Rowerem do Zakopanego
Wieczorem komandosi wsiądą na rowery. Przez cztery dni będą musieli pokonać ponad 700 kilometrów. Trasa ich przejazdu kończy się w Zakopanem. Później pobiegną w okolice Morskiego Oka, by następnie wspiąć się na Rysy. – Pierwszy rowerowy etap z Gdyni do Różyn przejedzie z nami Adam Korol, minister sportu i turystyki – mówi Dariusz Terlecki. – Cieszy nas to wsparcie. Poza tym burmistrzowie i prezydenci miast, przez które będziemy jechać, objęli wyprawę patronatem. Obiecali nam także eskortę na trasie.
Prezes Stowarzyszenia podkreśla, że wyprawa jest wspólną misją wszystkich żołnierzy. – Nie będzie tu żadnej rywalizacji. Musiałem ostudzić emocje kolegów, by nie próbowali na trasie pobijać żadnych rekordów. Rozpoczniemy i skończymy tę wyprawę jako jeden zespół – dodaje Terlecki.

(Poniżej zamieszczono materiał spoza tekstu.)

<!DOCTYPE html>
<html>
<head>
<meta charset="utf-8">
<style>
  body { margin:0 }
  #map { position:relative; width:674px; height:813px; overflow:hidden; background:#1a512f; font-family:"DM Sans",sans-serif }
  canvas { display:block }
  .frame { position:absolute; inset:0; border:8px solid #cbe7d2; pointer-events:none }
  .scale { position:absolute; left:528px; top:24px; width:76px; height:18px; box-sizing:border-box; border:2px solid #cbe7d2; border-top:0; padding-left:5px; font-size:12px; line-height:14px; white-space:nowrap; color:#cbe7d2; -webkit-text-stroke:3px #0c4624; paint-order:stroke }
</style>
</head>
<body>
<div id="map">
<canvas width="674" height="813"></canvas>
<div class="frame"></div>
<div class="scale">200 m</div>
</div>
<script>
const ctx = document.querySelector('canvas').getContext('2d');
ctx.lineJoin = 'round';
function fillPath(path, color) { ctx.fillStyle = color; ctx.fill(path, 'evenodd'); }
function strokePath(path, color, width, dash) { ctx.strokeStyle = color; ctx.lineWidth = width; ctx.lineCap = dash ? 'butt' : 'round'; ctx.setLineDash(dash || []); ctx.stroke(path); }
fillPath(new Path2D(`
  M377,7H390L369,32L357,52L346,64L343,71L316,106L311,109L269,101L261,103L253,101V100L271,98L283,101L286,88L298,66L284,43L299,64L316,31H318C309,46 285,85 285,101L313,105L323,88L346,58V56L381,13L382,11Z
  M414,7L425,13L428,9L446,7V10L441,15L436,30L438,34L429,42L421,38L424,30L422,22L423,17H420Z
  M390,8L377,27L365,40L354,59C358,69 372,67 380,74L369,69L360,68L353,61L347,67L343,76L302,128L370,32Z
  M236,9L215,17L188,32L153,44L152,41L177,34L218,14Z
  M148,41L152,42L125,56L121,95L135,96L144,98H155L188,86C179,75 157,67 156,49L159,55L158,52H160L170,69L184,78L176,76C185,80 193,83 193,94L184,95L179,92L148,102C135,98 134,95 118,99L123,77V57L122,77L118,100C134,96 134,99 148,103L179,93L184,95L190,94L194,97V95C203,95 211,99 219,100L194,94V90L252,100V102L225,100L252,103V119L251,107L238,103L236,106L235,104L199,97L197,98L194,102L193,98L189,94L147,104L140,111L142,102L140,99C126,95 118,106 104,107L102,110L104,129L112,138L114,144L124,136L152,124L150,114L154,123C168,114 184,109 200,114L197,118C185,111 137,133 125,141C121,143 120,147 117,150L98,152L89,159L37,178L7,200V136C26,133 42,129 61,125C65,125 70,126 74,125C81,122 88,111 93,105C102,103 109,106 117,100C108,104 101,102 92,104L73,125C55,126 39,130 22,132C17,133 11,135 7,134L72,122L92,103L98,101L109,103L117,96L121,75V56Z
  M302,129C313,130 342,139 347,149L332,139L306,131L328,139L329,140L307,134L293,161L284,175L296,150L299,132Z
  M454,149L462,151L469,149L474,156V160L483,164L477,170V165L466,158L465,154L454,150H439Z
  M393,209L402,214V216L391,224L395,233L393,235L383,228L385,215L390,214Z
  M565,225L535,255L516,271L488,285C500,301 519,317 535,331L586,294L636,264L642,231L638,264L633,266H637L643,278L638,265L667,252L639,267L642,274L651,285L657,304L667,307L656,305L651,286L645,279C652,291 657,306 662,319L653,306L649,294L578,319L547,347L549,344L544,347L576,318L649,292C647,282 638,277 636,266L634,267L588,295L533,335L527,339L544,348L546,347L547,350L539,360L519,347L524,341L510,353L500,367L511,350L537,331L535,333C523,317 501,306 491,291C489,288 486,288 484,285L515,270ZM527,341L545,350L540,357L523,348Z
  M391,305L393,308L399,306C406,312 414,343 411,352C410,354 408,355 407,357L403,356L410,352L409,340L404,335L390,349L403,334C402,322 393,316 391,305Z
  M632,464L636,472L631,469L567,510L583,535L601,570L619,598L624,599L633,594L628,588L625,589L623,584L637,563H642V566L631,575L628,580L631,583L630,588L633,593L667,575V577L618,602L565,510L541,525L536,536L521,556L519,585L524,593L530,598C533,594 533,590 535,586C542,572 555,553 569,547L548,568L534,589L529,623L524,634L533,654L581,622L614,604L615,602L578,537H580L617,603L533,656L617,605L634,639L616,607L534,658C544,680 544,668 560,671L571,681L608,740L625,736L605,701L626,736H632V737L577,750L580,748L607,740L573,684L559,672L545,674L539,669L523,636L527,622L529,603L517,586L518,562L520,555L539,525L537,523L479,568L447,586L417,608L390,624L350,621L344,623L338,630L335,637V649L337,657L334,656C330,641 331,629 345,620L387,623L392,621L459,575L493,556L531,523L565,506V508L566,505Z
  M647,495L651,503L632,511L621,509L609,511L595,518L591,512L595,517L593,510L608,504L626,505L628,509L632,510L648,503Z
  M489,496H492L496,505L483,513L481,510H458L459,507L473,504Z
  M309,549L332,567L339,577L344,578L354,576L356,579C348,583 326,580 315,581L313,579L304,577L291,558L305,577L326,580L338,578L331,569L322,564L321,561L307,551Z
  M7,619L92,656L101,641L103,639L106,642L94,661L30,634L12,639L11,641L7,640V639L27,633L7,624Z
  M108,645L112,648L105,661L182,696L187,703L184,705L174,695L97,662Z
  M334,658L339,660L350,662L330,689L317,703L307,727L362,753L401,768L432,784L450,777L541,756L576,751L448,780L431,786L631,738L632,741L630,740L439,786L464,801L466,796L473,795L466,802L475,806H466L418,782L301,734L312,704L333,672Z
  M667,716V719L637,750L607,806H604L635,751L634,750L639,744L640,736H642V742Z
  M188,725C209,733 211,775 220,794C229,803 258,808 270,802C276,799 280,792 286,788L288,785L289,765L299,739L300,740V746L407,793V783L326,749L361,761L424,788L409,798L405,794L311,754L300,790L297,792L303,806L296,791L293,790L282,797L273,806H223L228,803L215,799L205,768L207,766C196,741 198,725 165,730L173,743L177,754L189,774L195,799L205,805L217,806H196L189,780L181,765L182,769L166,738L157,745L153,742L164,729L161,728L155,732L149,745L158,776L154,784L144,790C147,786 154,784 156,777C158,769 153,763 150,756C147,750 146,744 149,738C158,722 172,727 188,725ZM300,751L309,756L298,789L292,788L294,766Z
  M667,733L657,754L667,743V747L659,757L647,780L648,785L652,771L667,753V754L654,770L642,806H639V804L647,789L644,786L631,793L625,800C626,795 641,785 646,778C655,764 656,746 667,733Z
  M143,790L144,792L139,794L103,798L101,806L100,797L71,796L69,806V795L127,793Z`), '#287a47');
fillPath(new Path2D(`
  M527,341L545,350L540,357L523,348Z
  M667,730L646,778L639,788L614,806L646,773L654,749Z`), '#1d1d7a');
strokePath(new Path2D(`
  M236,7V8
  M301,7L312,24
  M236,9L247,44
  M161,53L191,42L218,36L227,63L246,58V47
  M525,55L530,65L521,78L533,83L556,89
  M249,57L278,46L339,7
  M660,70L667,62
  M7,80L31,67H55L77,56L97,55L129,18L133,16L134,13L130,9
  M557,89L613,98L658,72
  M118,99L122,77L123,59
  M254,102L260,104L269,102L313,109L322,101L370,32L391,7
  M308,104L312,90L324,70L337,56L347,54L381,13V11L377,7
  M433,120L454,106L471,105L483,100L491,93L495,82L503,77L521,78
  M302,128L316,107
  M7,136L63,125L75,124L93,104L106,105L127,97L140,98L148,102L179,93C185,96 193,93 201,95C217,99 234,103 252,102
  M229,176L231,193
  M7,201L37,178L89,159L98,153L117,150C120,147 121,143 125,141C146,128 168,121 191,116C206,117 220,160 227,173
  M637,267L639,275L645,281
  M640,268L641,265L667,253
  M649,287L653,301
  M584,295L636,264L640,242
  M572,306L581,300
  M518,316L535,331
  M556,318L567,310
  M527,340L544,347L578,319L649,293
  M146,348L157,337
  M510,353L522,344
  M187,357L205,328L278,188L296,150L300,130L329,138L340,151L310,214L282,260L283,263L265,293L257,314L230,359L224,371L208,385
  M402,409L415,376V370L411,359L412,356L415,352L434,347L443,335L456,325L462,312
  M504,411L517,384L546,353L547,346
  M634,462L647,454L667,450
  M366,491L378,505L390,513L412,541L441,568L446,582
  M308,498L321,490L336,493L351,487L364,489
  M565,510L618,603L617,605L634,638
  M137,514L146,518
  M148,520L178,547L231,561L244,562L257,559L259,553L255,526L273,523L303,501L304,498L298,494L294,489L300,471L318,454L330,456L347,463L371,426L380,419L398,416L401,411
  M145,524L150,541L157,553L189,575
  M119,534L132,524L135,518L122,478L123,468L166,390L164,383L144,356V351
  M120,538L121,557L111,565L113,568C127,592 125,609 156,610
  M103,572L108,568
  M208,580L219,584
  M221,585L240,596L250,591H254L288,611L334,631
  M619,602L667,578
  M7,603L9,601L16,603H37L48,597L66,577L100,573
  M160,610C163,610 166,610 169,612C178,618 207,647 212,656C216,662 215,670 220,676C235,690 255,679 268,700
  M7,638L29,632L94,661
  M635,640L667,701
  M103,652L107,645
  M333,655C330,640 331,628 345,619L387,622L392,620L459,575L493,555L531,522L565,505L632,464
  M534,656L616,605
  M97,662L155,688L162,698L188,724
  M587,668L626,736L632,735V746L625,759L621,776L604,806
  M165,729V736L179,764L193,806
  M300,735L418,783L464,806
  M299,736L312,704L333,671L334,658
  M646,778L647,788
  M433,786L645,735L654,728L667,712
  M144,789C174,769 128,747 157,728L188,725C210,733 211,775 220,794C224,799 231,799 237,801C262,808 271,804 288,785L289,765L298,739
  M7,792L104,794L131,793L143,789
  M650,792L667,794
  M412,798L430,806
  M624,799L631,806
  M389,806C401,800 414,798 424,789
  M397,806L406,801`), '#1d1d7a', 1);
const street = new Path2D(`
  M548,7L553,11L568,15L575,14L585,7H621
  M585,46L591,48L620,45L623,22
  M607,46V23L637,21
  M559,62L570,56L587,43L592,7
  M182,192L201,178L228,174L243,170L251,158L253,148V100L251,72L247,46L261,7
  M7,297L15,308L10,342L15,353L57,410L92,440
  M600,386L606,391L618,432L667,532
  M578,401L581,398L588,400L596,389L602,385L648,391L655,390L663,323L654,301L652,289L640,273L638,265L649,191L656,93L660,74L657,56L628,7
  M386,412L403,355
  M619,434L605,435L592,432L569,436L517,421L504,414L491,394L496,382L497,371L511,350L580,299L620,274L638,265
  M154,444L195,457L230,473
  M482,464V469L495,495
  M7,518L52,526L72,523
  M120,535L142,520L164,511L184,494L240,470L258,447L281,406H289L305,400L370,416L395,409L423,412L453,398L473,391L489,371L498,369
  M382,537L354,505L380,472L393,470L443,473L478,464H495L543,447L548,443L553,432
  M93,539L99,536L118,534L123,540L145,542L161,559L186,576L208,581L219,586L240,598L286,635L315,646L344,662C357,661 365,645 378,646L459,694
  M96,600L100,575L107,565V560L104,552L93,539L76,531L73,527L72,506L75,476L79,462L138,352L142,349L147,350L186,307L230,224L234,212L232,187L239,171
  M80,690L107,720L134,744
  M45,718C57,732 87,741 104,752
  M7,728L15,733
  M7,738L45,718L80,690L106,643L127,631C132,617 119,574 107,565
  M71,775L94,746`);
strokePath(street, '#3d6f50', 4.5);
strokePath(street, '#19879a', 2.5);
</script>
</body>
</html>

Triatlon specjalsów to kolejna inicjatywa KRS Formoza. Przez dwa lata, w 2012 i 2013 roku, organizacja prowadziła akcję „Mila dla Sebastiana”. Podczas ekstremalnych eskapad komandosi zbierali pieniądze na rehabilitację i leczenie byłego żołnierza Formozy Sebastiana Łukackiego. Przepłynęli kajakami Bałtyk i w tydzień zdobyli dziesięć alpejskich czterotysięczników. W ubiegłym roku KRS Formoza zorganizowała akcję „Mila dla Nadii”, by zebrać pieniądze na rehabilitację i sprzęt medyczny dla córki pierwszego dowódcy jednego z zespołów bojowych.